Exercise objective –
Copy each line below that has "auto".

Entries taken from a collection
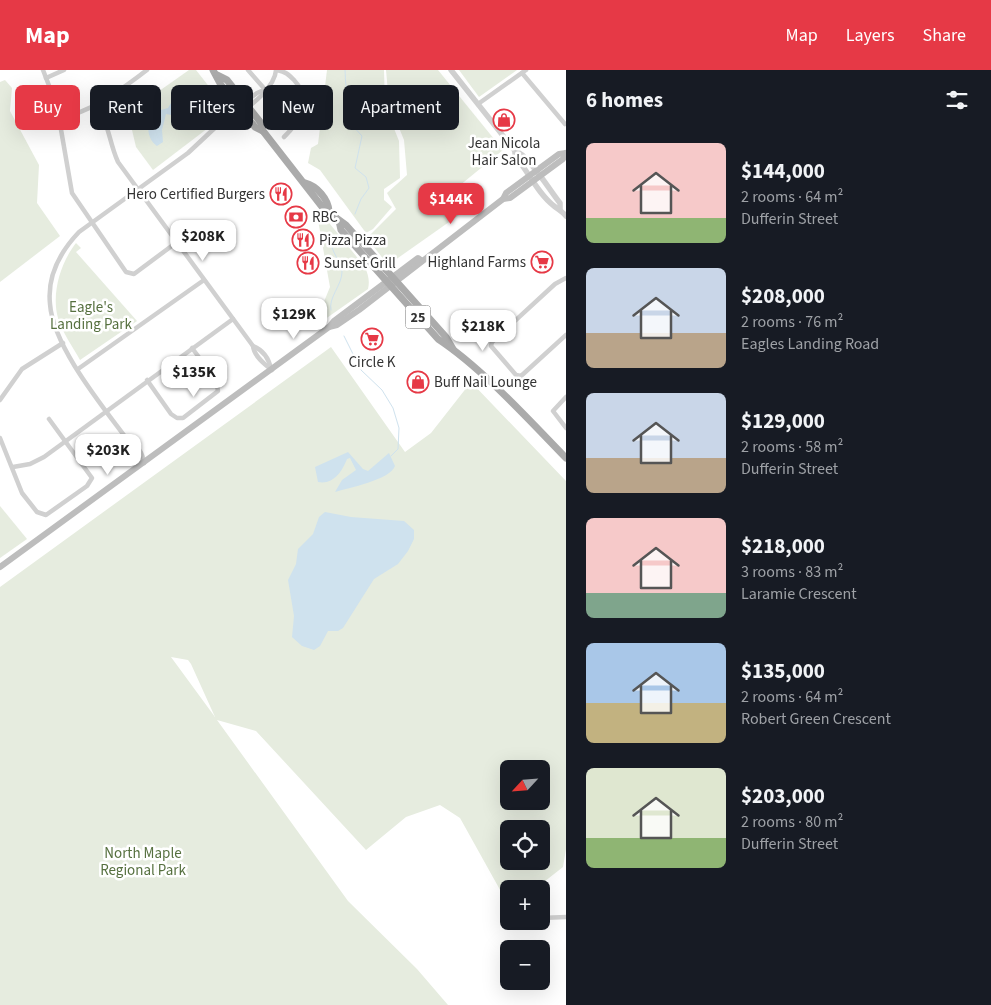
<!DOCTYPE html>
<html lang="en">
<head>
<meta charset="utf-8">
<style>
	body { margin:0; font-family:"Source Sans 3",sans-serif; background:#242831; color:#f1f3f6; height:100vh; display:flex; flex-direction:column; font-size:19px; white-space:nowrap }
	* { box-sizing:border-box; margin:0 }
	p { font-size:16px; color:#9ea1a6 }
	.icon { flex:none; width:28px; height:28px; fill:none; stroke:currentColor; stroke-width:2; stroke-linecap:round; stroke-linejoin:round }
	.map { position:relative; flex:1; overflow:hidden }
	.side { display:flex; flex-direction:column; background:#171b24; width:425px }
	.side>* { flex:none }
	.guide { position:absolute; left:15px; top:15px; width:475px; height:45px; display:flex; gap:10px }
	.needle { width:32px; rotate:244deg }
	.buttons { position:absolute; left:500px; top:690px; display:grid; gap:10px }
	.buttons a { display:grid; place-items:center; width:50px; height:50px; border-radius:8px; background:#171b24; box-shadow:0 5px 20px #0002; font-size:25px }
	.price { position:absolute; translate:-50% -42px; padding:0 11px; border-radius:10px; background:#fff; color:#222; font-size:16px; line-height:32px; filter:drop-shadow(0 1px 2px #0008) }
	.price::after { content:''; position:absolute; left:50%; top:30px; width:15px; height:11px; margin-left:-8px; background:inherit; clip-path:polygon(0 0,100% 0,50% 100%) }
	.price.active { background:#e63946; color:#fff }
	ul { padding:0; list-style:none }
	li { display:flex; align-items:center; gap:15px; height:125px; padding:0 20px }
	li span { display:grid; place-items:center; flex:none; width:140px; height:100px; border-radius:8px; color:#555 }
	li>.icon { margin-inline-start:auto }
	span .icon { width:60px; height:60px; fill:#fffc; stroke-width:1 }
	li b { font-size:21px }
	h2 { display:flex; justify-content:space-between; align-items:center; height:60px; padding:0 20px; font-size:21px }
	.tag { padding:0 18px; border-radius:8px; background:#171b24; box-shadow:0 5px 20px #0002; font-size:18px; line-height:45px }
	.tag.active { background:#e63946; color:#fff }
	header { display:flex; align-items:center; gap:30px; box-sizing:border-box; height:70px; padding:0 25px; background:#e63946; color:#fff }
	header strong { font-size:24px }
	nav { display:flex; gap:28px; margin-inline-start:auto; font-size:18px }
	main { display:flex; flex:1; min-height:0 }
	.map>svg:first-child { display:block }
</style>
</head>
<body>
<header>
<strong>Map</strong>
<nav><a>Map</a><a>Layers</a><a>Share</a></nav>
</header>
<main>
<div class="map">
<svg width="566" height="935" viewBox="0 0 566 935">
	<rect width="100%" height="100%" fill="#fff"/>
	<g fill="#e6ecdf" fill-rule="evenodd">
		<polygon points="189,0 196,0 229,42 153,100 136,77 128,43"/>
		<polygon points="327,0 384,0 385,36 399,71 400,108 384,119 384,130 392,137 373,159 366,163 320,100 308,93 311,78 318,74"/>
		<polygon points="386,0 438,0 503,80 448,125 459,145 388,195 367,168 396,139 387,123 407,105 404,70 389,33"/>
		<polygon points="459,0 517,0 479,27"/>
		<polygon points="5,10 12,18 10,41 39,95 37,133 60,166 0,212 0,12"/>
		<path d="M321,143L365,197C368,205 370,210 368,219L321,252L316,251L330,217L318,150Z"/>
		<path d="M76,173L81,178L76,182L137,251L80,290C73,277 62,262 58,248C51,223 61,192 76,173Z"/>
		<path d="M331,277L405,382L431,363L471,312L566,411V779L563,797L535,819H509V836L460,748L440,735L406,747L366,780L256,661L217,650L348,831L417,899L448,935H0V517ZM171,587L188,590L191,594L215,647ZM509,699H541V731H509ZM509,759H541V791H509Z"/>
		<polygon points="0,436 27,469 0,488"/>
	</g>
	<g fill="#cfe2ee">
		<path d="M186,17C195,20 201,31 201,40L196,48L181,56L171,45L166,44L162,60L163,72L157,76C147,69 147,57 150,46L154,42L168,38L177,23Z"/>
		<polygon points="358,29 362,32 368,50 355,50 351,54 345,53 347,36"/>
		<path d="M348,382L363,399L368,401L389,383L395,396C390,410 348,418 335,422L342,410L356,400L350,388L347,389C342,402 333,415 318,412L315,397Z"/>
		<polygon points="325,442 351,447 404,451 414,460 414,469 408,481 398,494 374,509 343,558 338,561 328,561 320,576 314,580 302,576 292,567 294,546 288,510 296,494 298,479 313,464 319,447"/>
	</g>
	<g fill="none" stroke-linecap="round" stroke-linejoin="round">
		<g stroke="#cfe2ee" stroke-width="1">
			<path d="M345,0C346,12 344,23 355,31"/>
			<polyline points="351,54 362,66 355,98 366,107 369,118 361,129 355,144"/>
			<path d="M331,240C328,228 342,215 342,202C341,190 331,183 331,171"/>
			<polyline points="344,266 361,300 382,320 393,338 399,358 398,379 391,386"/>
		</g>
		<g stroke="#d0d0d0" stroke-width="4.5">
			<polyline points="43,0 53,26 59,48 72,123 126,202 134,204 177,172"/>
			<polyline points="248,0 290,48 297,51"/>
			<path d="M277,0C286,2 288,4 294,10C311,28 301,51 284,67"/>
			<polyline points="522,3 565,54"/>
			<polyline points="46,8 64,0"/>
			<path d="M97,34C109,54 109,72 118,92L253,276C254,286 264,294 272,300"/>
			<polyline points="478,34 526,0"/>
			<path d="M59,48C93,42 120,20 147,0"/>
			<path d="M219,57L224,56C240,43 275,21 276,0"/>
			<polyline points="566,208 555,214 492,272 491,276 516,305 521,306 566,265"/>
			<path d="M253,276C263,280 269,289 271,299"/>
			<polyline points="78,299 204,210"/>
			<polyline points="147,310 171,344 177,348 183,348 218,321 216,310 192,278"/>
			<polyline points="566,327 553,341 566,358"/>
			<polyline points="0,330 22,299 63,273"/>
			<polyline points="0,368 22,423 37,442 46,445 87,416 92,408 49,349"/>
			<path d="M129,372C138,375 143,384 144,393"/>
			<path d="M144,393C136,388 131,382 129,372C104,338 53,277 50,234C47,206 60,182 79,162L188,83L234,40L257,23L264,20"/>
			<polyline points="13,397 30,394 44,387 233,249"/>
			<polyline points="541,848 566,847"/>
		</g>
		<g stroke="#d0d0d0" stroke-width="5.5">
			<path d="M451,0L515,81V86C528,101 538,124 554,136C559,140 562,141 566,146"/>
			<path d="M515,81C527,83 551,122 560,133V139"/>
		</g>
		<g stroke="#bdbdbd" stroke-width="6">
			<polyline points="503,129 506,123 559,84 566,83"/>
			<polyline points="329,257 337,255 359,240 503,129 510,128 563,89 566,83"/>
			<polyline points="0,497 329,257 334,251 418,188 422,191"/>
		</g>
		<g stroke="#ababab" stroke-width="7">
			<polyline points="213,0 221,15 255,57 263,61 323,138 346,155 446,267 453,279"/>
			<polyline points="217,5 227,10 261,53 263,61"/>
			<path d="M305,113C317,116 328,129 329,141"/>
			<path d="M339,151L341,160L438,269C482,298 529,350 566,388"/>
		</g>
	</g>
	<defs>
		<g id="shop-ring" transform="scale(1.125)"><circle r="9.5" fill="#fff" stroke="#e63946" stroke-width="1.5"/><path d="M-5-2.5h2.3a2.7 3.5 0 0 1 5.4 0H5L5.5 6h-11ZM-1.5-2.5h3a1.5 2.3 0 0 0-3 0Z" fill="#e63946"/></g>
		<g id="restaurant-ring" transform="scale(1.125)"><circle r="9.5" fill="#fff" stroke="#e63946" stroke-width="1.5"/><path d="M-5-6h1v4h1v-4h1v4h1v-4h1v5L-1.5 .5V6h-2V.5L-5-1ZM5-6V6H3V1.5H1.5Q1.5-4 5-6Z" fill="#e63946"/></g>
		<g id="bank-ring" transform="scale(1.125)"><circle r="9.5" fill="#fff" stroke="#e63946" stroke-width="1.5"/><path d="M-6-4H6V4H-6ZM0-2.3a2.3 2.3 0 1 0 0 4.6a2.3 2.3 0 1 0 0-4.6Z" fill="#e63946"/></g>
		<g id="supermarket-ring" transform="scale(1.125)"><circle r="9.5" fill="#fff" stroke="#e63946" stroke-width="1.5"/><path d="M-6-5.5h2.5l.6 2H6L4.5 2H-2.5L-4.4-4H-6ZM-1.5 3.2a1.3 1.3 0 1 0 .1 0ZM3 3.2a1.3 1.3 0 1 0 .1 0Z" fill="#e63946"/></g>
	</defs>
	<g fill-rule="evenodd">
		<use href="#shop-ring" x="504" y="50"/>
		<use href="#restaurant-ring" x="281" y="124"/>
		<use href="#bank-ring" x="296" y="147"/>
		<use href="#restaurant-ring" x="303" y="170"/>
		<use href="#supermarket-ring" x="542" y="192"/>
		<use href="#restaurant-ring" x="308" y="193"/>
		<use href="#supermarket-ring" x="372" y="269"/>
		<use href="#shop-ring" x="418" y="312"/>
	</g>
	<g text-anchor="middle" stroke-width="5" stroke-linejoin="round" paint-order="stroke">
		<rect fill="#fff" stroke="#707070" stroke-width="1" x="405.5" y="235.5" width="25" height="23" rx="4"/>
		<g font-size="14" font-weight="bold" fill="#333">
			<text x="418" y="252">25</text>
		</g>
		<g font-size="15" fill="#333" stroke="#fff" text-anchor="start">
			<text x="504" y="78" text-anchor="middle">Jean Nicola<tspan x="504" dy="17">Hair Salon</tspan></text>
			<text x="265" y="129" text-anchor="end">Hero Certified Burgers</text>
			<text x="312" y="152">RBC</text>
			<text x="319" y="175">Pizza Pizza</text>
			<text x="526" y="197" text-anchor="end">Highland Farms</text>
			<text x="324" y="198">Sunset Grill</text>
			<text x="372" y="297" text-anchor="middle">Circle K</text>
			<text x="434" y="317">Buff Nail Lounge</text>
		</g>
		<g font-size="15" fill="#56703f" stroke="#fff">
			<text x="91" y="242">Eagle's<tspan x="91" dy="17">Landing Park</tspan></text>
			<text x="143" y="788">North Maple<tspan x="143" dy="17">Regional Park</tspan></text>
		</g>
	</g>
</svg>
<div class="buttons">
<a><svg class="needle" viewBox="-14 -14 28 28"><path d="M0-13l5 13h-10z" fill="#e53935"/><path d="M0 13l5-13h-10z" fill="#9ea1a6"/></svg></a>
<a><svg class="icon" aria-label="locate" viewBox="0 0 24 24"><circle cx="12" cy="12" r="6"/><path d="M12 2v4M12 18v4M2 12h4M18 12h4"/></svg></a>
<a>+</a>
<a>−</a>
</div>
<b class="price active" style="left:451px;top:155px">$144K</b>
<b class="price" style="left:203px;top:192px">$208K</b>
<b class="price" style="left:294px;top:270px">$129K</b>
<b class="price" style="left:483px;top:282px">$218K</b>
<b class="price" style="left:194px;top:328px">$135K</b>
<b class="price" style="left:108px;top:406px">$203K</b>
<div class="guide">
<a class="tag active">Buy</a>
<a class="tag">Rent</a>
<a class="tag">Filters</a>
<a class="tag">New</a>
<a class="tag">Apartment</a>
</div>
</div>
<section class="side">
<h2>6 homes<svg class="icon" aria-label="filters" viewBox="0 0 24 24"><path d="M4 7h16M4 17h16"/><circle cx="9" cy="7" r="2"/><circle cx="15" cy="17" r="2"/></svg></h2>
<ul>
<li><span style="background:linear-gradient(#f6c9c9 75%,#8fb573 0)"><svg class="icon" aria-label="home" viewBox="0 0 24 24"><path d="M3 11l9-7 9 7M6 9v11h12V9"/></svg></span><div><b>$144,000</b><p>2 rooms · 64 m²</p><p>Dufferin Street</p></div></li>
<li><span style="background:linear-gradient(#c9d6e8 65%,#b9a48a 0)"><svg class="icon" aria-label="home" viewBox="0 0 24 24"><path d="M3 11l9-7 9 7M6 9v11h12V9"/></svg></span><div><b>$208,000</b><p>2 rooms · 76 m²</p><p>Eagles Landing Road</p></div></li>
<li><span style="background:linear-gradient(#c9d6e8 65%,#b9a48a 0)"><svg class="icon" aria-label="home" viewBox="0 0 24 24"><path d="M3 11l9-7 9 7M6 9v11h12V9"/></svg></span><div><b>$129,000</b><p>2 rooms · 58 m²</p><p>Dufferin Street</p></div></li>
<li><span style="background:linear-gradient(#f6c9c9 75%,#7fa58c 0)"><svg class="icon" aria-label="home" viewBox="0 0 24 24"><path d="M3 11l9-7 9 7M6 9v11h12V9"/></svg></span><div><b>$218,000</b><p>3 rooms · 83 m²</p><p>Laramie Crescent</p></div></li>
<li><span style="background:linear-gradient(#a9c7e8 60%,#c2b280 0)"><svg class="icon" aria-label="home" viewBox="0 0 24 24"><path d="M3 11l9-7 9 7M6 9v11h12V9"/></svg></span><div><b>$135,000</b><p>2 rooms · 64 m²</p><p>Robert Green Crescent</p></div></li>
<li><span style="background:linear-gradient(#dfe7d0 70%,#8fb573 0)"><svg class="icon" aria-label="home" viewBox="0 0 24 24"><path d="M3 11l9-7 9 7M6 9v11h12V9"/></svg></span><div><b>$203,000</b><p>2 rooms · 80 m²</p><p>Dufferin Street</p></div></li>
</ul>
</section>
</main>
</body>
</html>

Your response –
	li>.icon { margin-inline-start:auto }
	nav { display:flex; gap:28px; margin-inline-start:auto; font-size:18px }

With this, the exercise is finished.